REQUIREMENT —
Set each entry down verbatim, omitting images.

DATA PROVIDED —
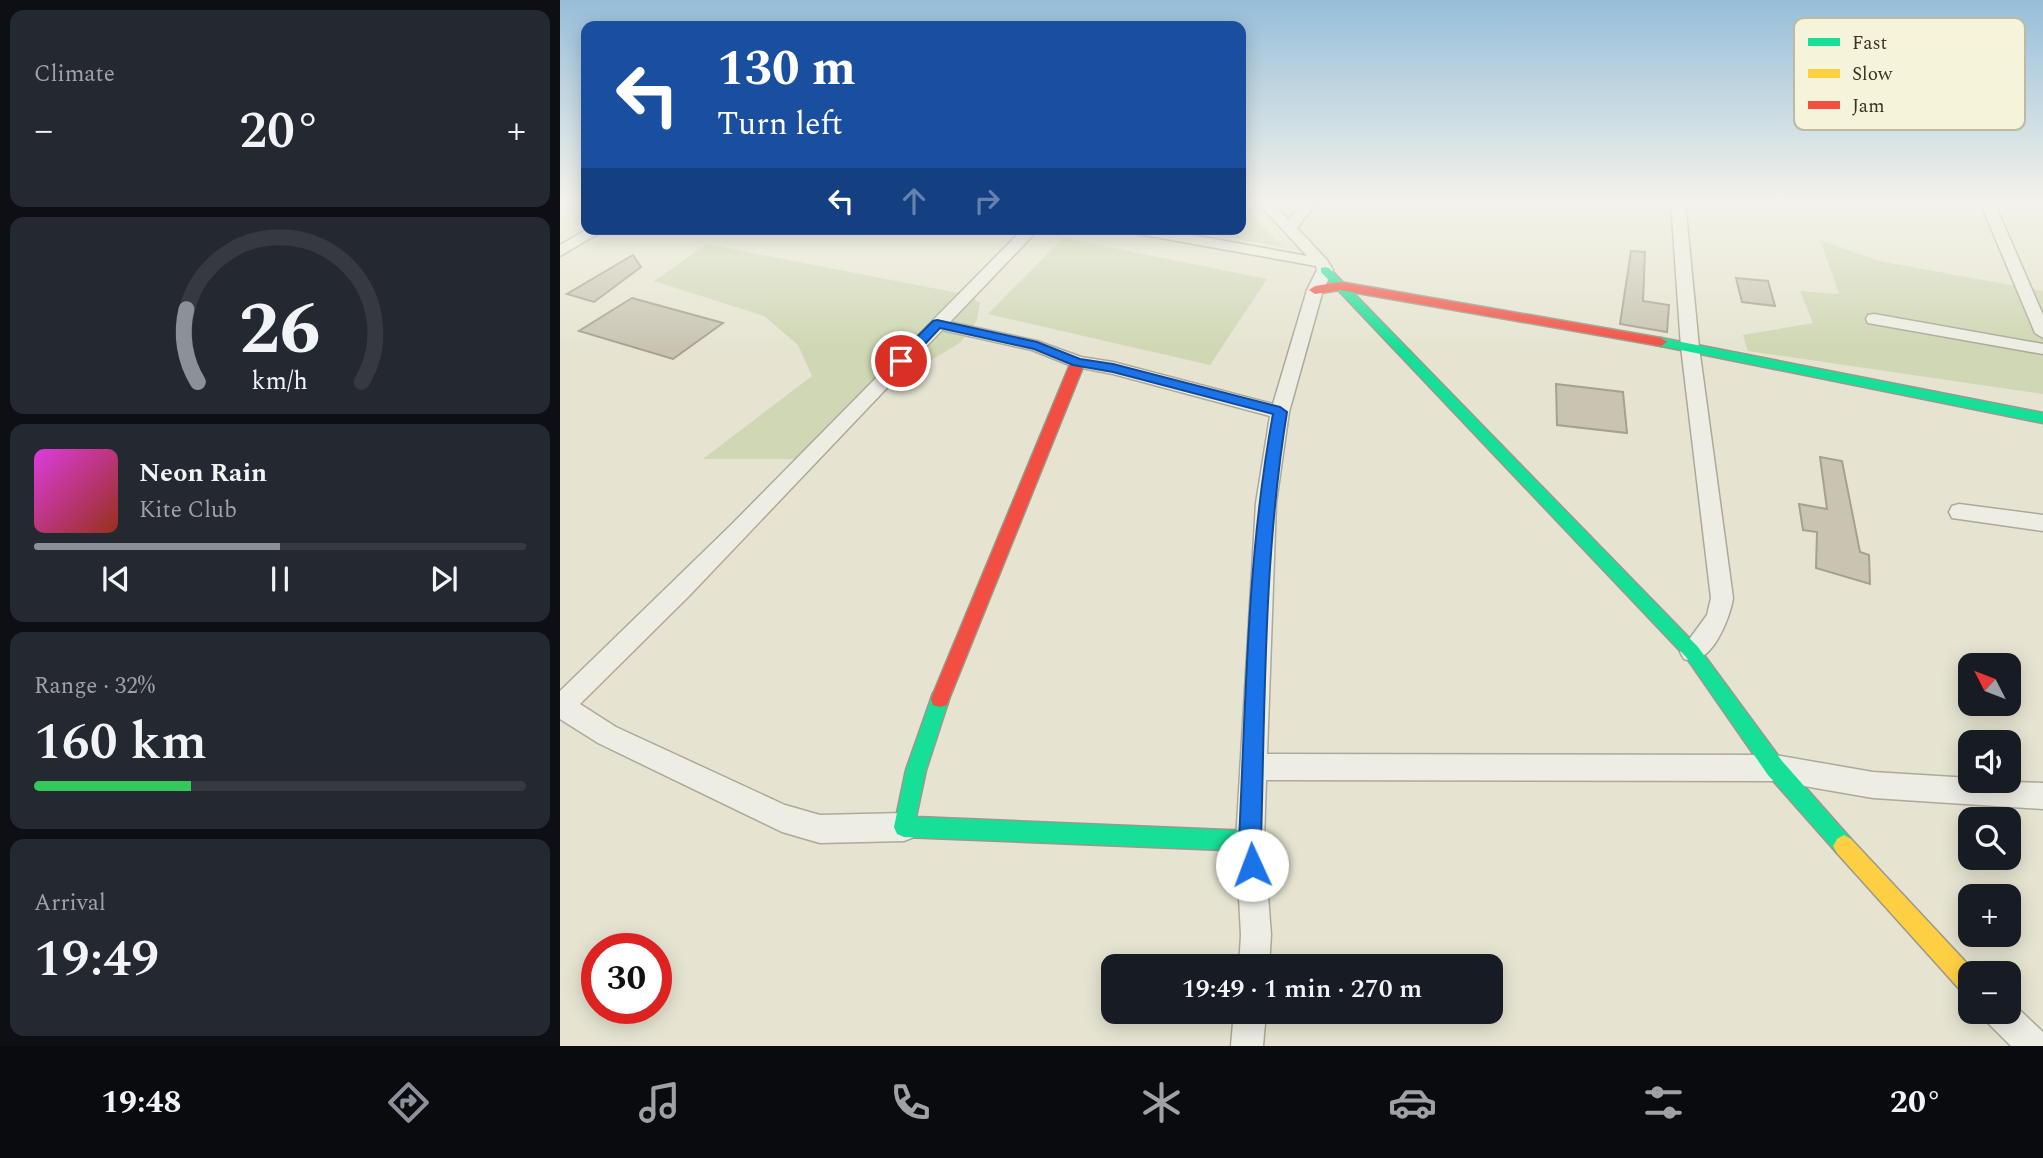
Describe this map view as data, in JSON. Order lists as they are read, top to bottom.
{
  "legend": ["Fast", "Slow", "Jam"],
  "north": "top left",
  "page": {
    "tile": [
      "Climate",
      ["Range · 32%", "160 km"],
      ["Arrival", "19:49"]
    ],
    "turn": ["130 m", "Turn left"],
    "heat": ["−", "20°", "+"],
    "song": ["Neon Rain", "Kite Club"],
    "map_buttons": ["+", "−"],
    "limit": "30",
    "trip": "19:49 · 1 min · 270 m",
    "tabs": ["19:48", "20°"],
    "gauge": ["26", "km/h"]
  }
}
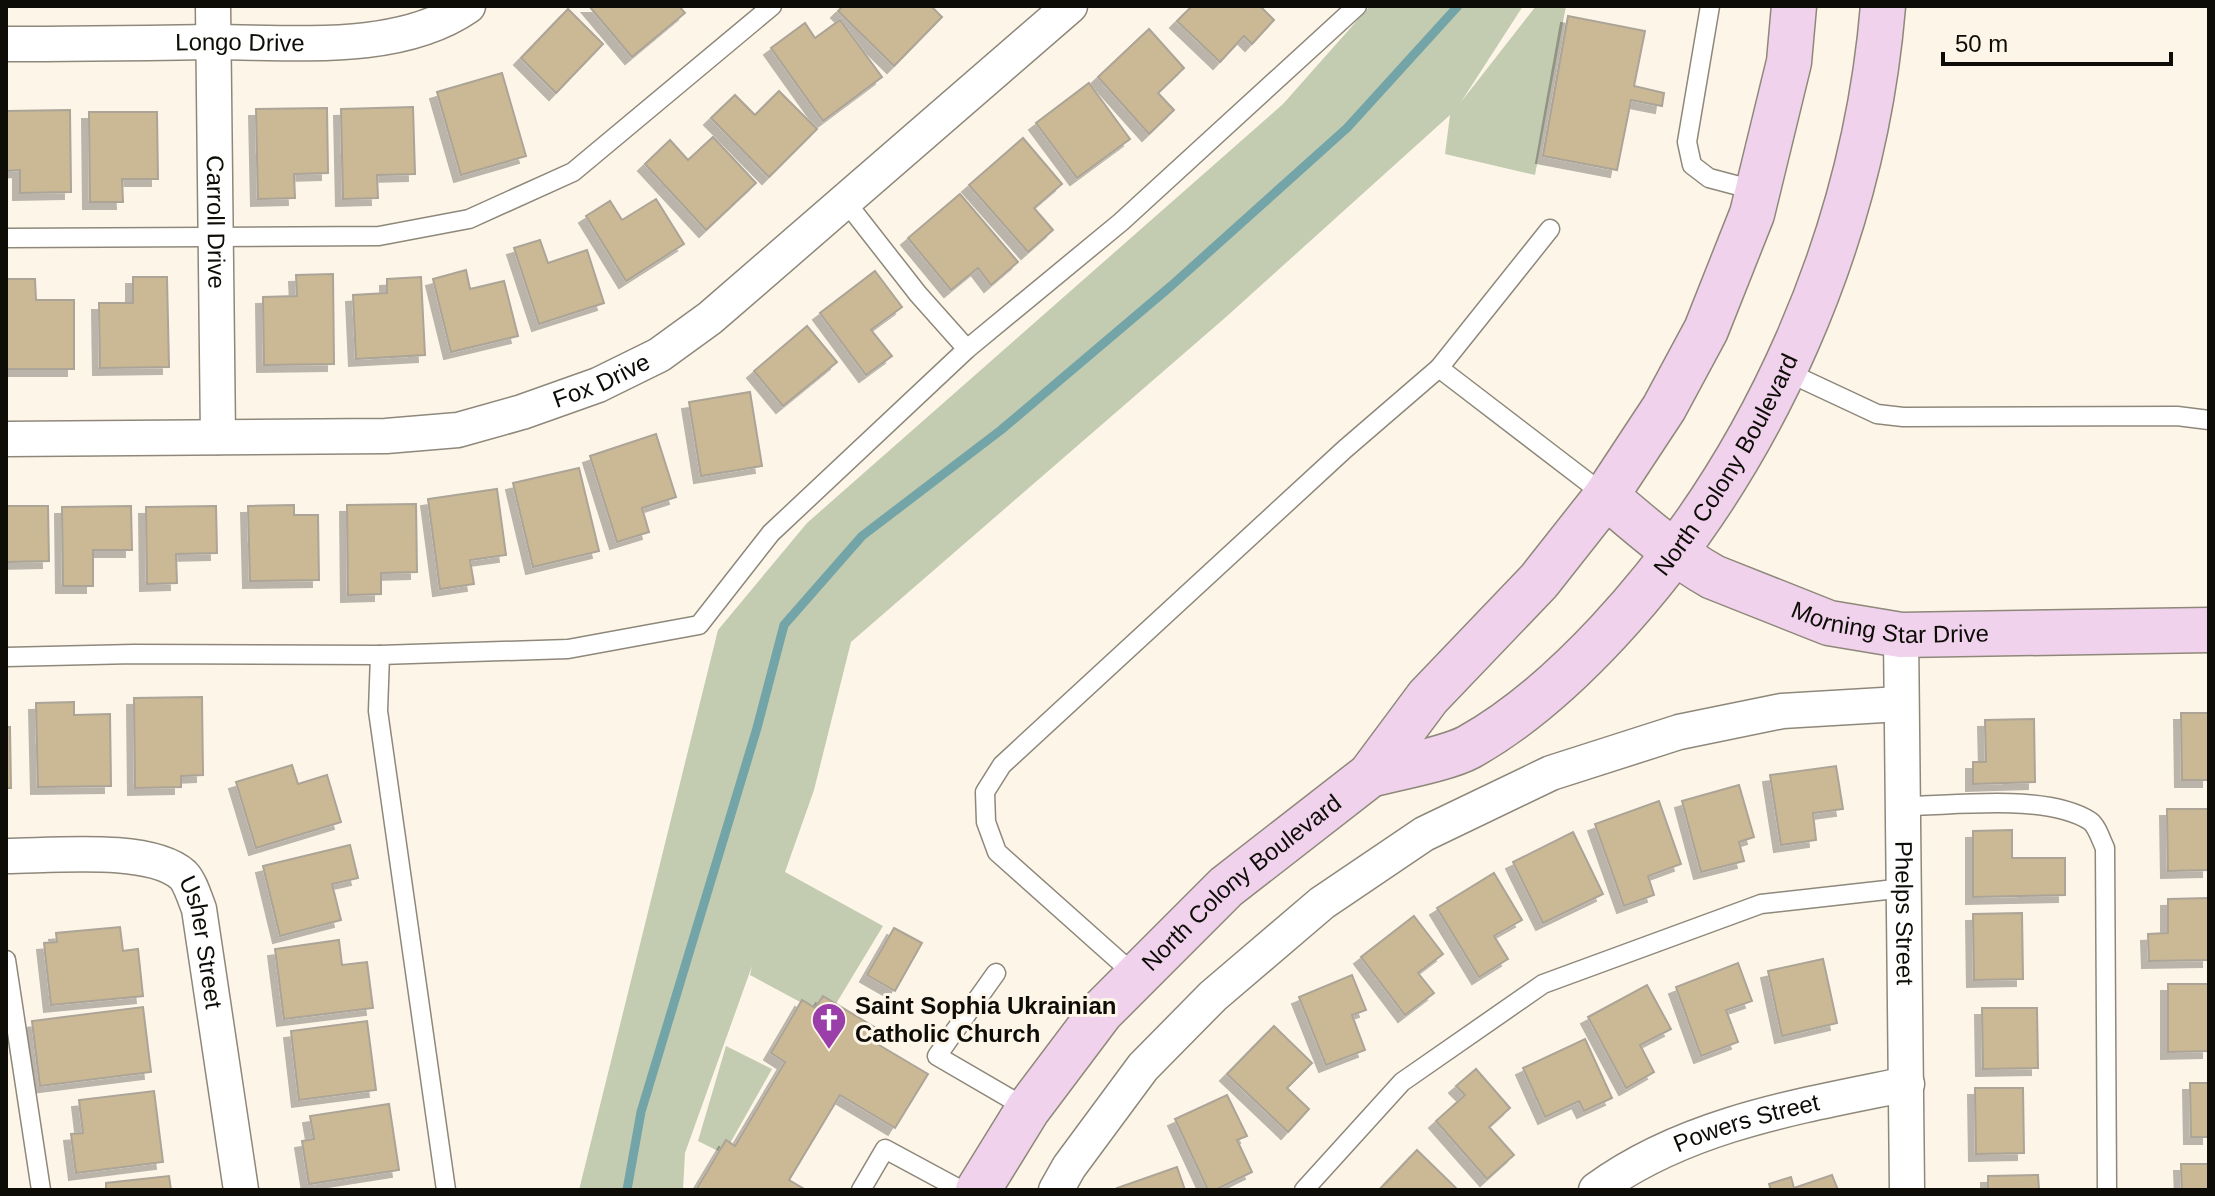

EXERCISE OUTPUT —
Describe this map view as data, in JSON. Order lists as they are read, top to bottom.
{
  "legend": ["Fast", "Slow", "Jam"],
  "north": "top left",
  "page": {
    "tile": [
      "Climate",
      ["Range · 32%", "160 km"],
      ["Arrival", "19:49"]
    ],
    "turn": ["130 m", "Turn left"],
    "heat": ["−", "20°", "+"],
    "song": ["Neon Rain", "Kite Club"],
    "map_buttons": ["+", "−"],
    "limit": "30",
    "trip": "19:49 · 1 min · 270 m",
    "tabs": ["19:48", "20°"],
    "gauge": ["26", "km/h"]
  }
}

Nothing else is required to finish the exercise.